• When Fate plays a Game…I

    Chapter I

    “I am unwritten, can't read my mind, I'm undefined
    I'm just beginning, the pen's in my hand, ending unplanned
    Staring at the blank page before you
    Open up the dirty window
    Let the sun illuminate the words that you could not find
    Reaching for something in the distance
    So close you can almost taste it
    Release your inhibitions
    Feel the rain on your skin
    No one else can feel it for you
    Only you can let it in
    No one else, no one else
    Can speak the words on your lips
    Drench yourself in words unspoken
    Live your life with arms wide open
    Today is where your book begins
    The rest is still unwritten”

    I sing the song ‘Unwritten’ by Natasha Beddingfield in the morning, as soon as I get up from bed. I turn the music player on and go straight to the shower. I carelessly take off my clothes and dance in the shower as if I’m a diva in a concert or perhaps a showgirl dancing to delight my audience.

    I like the song because it reminds me that I write my own destiny and every day is a new day. I like the song because it is telling me that I should open my heart and welcome the changes in life. The song reminds me that it’s just okay to make mistakes and I shouldn’t be afraid of what life will bring…

    This is because I’m a control freak. I’m an obsessive compulsive seventeen year old girl. I’m a perfectionist. I get depressed and frustrated when things don’t go the way I planned or when some bad things happen in my life.

    Two years ago, my older sister Jennifer died of cancer. She was the A student. The pet of the family. The prom queen. The perfect daughter and sister to me. She was beautiful and had big dreams but she died young. My parents were terribly heartbroken. From that time on, they seemed to forget that they still have another daughter—me. This brought me to cut my wrist once because of mere frustration, and loneliness. Yes, I saw my blood come out of my wrist. But guess what? When I saw blood come out of my wrist, I suddenly realized that it was eeky and ugly, and I didn’t want to die with blood all over me so I grabbed a towel near me in the bathtub, and wrapped my arm around it as I sobbed.

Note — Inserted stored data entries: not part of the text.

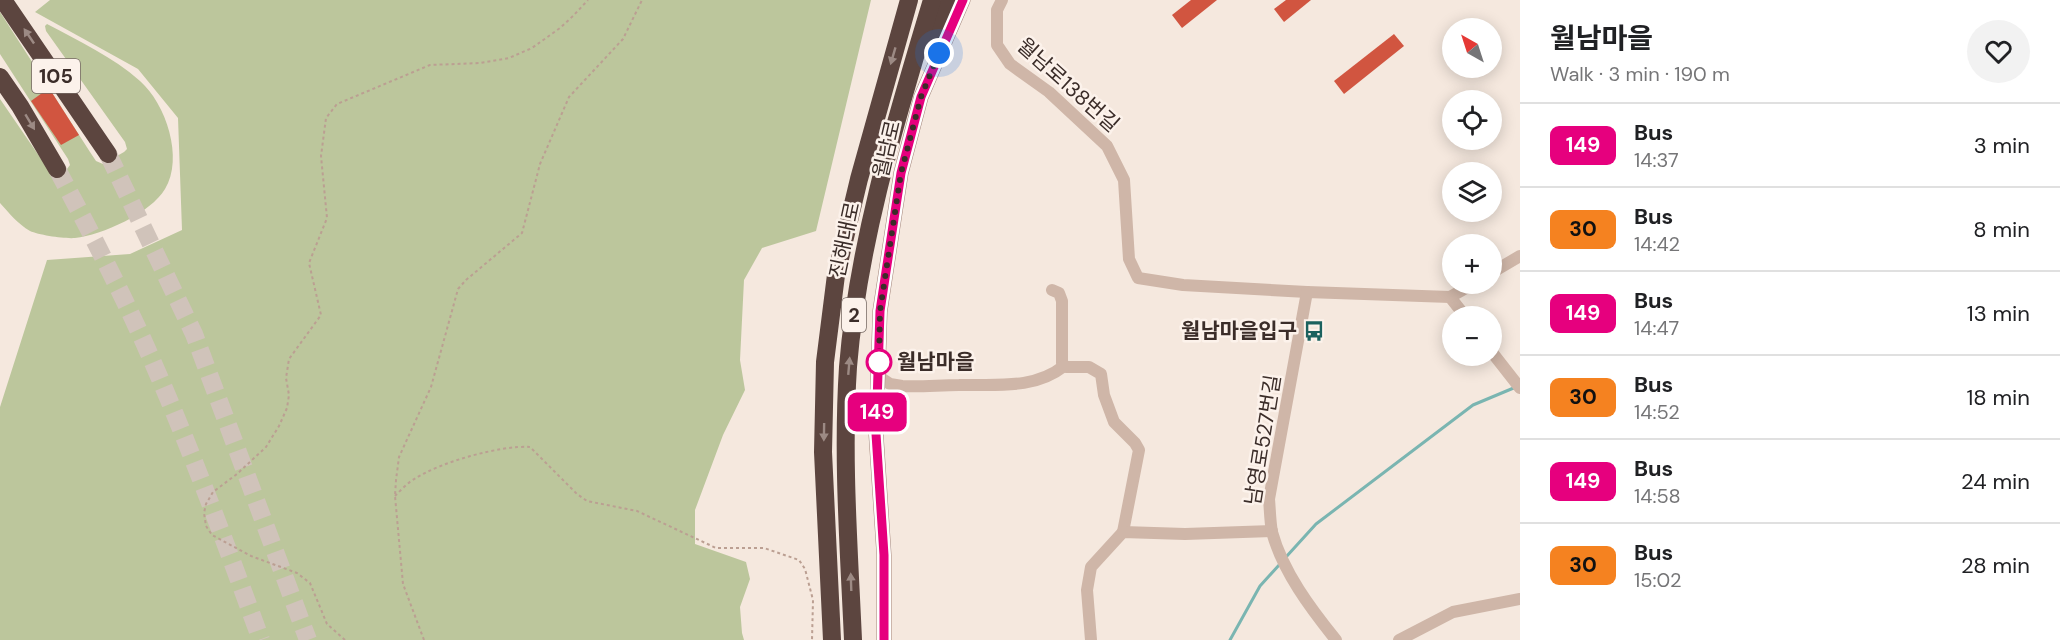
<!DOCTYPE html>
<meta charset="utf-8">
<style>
:root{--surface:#fff;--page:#f2f2f2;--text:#202124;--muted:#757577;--line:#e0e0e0}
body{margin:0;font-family:"DM Sans","Noto Sans KR",sans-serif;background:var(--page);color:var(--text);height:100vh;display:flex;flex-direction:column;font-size:22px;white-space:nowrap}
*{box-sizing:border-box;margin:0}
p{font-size:20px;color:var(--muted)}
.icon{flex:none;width:33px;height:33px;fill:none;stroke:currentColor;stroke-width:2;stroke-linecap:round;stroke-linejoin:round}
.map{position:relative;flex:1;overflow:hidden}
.drawer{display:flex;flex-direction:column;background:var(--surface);width:540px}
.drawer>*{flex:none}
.badge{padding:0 12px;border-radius:9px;font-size:21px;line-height:39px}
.needle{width:39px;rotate:321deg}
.tools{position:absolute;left:1442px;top:18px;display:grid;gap:12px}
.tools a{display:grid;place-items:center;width:60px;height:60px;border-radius:50%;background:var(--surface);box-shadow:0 3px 15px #0003;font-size:30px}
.you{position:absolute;width:30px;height:30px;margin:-15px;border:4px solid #fff;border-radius:50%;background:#1a73e8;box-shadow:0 0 0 9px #1a73e833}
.map>.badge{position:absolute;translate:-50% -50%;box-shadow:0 0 0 3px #fff}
.round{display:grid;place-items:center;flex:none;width:63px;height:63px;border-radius:32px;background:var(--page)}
.summary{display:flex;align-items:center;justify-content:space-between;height:102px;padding:0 30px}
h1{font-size:28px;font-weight:700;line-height:45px}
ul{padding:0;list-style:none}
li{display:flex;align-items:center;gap:18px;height:84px;padding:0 30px;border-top:2px solid var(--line)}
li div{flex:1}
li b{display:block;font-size:22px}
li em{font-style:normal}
li .badge{min-width:66px;font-weight:700;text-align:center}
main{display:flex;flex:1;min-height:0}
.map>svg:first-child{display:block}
.green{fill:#bcc69c}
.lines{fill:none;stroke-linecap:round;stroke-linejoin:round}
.stream{stroke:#7ab5b1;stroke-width:3}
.building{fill:#d15540}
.highway-tunnel{stroke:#d0c3ba;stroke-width:18;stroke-dasharray:18 9;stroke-linecap:butt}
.path{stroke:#bb9f92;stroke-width:2;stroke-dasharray:3 3;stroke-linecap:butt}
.street{stroke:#cfb6a8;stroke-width:12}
.secondary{stroke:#a38479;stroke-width:15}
.highway{stroke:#5c453f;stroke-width:18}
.oneway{fill:#9c8a84}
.line-casing{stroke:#fff;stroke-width:14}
.line{stroke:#e6007e;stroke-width:9}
.walk{stroke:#3b2d29;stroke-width:6;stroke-dasharray:0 10.8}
.stop-dot{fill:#fff;stroke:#e6007e;stroke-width:3}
.labels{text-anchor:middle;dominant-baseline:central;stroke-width:5;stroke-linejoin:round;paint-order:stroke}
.shield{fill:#fcf2eb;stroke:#756863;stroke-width:1.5}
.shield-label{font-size:20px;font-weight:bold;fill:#3b2d29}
.street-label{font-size:21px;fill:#3b2d29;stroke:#fcf2eb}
.poi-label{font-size:21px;font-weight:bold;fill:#3b2d29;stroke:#fcf2eb;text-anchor:end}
.stop-label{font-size:21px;font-weight:bold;fill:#3b2d29;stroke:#fcf2eb;text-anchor:start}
</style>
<main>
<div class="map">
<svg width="1520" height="640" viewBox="0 0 1520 640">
<rect width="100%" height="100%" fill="#f5e8de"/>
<g class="green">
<path d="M50,0H871L816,231L762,248L744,280L740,360L745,390L723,435L695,510V544L746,562L750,579L740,607L742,633L744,640H0V407L47,260L130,254L182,230L178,118L138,69L35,12Z"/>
<path d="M0,12L90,152L96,161L103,164L124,152L127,149L125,142L46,31L45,26L47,24C79,41 113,57 140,81C166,104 184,158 165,189C151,213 102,235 75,238C65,239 39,235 30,231C18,224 9,213 0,203V99L48,169L54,173L67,169L70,165L68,159L0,54Z"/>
</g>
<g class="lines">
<g class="stream">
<path d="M1286,557L1316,524L1473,405L1516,387"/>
<path d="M1230,640L1260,586L1280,564"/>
</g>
</g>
<g class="building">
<path d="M1191,0H1217L1182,28L1172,15Z"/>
<path d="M1286,0H1311L1284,22L1274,9Z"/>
<path d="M1394,34L1404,46L1344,94L1334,81Z"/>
<path d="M49,88L79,135L61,145L31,101Z"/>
</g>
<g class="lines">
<g class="highway-tunnel">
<path d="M108,154L194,334L308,640"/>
<path d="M57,169C87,225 116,281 143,340C187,438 224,539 261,640"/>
</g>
<g class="path">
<path d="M395,496C401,490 408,482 416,478C441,462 501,445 530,447L577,494L587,501L637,511L716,548H764L799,560L805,569L813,600L812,640"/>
<path d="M345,640L327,624L310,583L297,573L251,556L212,535L206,526L204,513L206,504L213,492L237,474L266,447L279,426L287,408L289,395L286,378L289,359L321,315L309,263L327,218L321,156L326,118L337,104L430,65L480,63L509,58L532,48L560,28L573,16L588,0"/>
<path d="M424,640L403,584L395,496L396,480L399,457L431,387L458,289L466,280L522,233L540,164L569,97L623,39L642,0"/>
</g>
<g class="street">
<path d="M1002,0L997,10V45L1010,64L1049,92L1107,146L1124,180L1129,259L1138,278L1183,285L1307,292"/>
<path d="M1491,273L1520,256"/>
<path d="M1052,290L1059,293L1062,301V363L1066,367H1089L1101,374L1104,395L1114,422L1135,443L1139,450L1123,532"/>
<path d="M1450,297L1465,316"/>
<path d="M1491,351L1520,388"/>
<path d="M878,376L890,384L902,386C921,387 940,385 959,385C995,384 1034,390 1064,366"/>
<path d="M1091,640L1087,590L1091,567L1123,532L1185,534L1272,531"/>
<path d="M1336,640C1311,609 1283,572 1272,532C1270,521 1270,510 1269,499L1307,292L1450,297L1473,284"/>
<path d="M1399,640L1453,612L1520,599"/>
</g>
<path class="secondary" d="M884,640V555L876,434L880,311L901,173L921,97L963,0"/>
<g class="highway">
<path d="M3,0L108,154"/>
<path d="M927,42L951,0"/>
<path d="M0,77L20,106L57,169"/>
<path d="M832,640L823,452L825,362L836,275L859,179L909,0"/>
<path d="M853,640C849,549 842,458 848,367C858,242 896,120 932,0"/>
</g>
</g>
<defs><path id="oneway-solid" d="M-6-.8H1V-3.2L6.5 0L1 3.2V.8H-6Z" transform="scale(1.5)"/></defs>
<g class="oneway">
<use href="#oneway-solid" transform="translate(29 36) rotate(-124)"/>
<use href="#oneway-solid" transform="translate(893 56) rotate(106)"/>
<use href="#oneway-solid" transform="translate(30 122) rotate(59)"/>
<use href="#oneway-solid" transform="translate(849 366) rotate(-85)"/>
<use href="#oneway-solid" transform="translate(824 432) rotate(91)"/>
<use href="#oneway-solid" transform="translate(851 582) rotate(-92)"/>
</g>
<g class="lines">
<g class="line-casing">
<path id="line" d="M884,640V555L876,434L880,311L901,173L921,97L963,0"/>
</g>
<use href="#line" class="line"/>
<path class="walk" d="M879,362L880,311L901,173L921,97L939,53"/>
</g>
<defs>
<g id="bus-bare" transform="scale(1.62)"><path d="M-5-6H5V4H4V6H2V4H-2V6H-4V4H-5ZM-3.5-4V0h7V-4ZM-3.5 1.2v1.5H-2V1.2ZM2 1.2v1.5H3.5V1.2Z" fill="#1a615e" stroke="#fcf2eb" stroke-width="2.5" paint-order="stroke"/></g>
</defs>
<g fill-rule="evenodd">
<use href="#bus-bare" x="1314" y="331"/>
</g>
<circle class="stop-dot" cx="879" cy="362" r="12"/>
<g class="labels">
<g class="shield">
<rect x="32" y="59" width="48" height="34" rx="4.5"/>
<rect x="842" y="298" width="24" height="34" rx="4.5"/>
</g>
<g class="shield-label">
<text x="56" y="76">105</text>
<text x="854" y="315">2</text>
</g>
<g class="street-label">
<text transform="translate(1068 85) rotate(42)">월남로138번길</text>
<text transform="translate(887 149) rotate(-77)">월남로</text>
<text transform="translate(845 240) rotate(-78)">진해대로</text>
<text transform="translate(1263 440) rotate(-81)">남영로527번길</text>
</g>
<g class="poi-label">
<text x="1297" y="331">월남마을입구</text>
</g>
<g class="stop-label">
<text x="897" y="362">월남마을</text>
</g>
</g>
</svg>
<div class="tools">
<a><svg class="needle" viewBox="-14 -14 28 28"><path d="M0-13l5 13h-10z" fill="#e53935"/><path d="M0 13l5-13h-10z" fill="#757577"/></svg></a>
<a><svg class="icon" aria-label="locate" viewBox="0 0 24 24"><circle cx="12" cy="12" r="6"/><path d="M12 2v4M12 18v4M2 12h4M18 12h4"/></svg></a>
<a><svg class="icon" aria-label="layers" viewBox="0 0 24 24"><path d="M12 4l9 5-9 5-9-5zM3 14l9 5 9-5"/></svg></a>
<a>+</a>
<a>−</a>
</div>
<div class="you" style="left:939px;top:53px"></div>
<b class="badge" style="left:877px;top:412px;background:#e6007e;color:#fff">149</b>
</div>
<section class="drawer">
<div class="summary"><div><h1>월남마을</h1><p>Walk · 3 min · 190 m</p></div><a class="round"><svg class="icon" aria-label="heart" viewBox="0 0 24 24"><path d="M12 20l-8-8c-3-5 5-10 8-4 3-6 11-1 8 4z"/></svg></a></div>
<ul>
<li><span class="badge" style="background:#e6007e;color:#fff">149</span><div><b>Bus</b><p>14:37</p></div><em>3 min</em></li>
<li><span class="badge" style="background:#f58220;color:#111">30</span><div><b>Bus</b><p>14:42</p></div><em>8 min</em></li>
<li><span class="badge" style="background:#e6007e;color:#fff">149</span><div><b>Bus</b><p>14:47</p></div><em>13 min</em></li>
<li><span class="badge" style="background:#f58220;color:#111">30</span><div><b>Bus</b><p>14:52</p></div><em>18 min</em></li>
<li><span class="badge" style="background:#e6007e;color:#fff">149</span><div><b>Bus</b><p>14:58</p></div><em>24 min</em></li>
<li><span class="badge" style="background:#f58220;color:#111">30</span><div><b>Bus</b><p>15:02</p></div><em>28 min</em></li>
</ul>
</section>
</main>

    I was crying because of mixed feelings. I was sad and angry. I was frustrated with my parents. I was feeling alone. I didn’t understand why my sister had to die so young; and why she had to leave me with my busy busy rich parents who just provide me with material cold things. I was sad because I needed warmth of a family. I was sad because nothing could make me happy. I was grieving because not even so much money that my parents can easily produce could not extend my sister’s life. I was sad because I was alone and my parents somehow forgot that I still exist. I was angry with myself because I couldn’t live up to my sister to make my parents happy. I was angry because I couldn’t make up my mind what to do with ME.

    I went out of the bathtub still sobbing and called my gay best friend, Lenard, who lives in a mansion beside our house.
    “Lenard, god, good thing you’re there! You have to come here,” I said feeling a bit cold.
    “What’s up?” He casually said on the phone. “Have you already initiated your plan on a dramatic suicide?”
    “Would you believe it, I really did!” I said sarcastically. “ I need you here now, ok?” I said demandingly.
    I didn’t hear Lenard respond to me. I just heard that the receiver hit something and realized the tree on my window was moving. It was Lenard coming up the tree near my window.
    Yes, although we both live in a hi-tech generation, we somehow forget that there is an access or entry in a house called door. Most of all, growing together did not help us learn that there is a thing called stairs and elevators, which are already an innovation invented way before we were born that can make our life more convenient.
    Growing up with this handsome best friend of mine sometimes make me regret that he is gay. My family moved in near their house when I was 11 years old. We instantly became friends. I guess because of law of gravity. Negative plus positive is I don’t know what. But he is all positive about life. He knows what he is and knows what he wants, at the age of 11 years old. He wants to be the president of their family company. He wants to be like his mother, the president of an oil company. Anyway, I should not ogle over Lenard because he is my best friend. My 'sister'.
    “Hurry Leo,” I said sitting on the floor.
    Leo pulled me up and carried me.
    “This is the benefit when you go to the gym. Carrying a mademoiselle in distress!” I teased. “Oh Lenard, my gay hero!” I added.
    “You are crazy and stupid!” He was anxious. “ If you wanna die, make sure you are up for it.” He scolded as he opened the door of my room and went down the stairs.
    My nanny Sienna, who is already in her mid-60s, gasped as she saw me with blood on my shirt. “ Oh my god!” She said and did not know which one to do first. Help Lenard bring me to hospital or to phone my parents. But she figured that it would be best to bring me first to the hospital.
    As they put me at the back seat of the car with Nanny Sienna, Lenard tried to calm down because he couldn’t start the car.
    “ Don’t panic guys. It’s just a little cut, you know.” I said, and blacked out.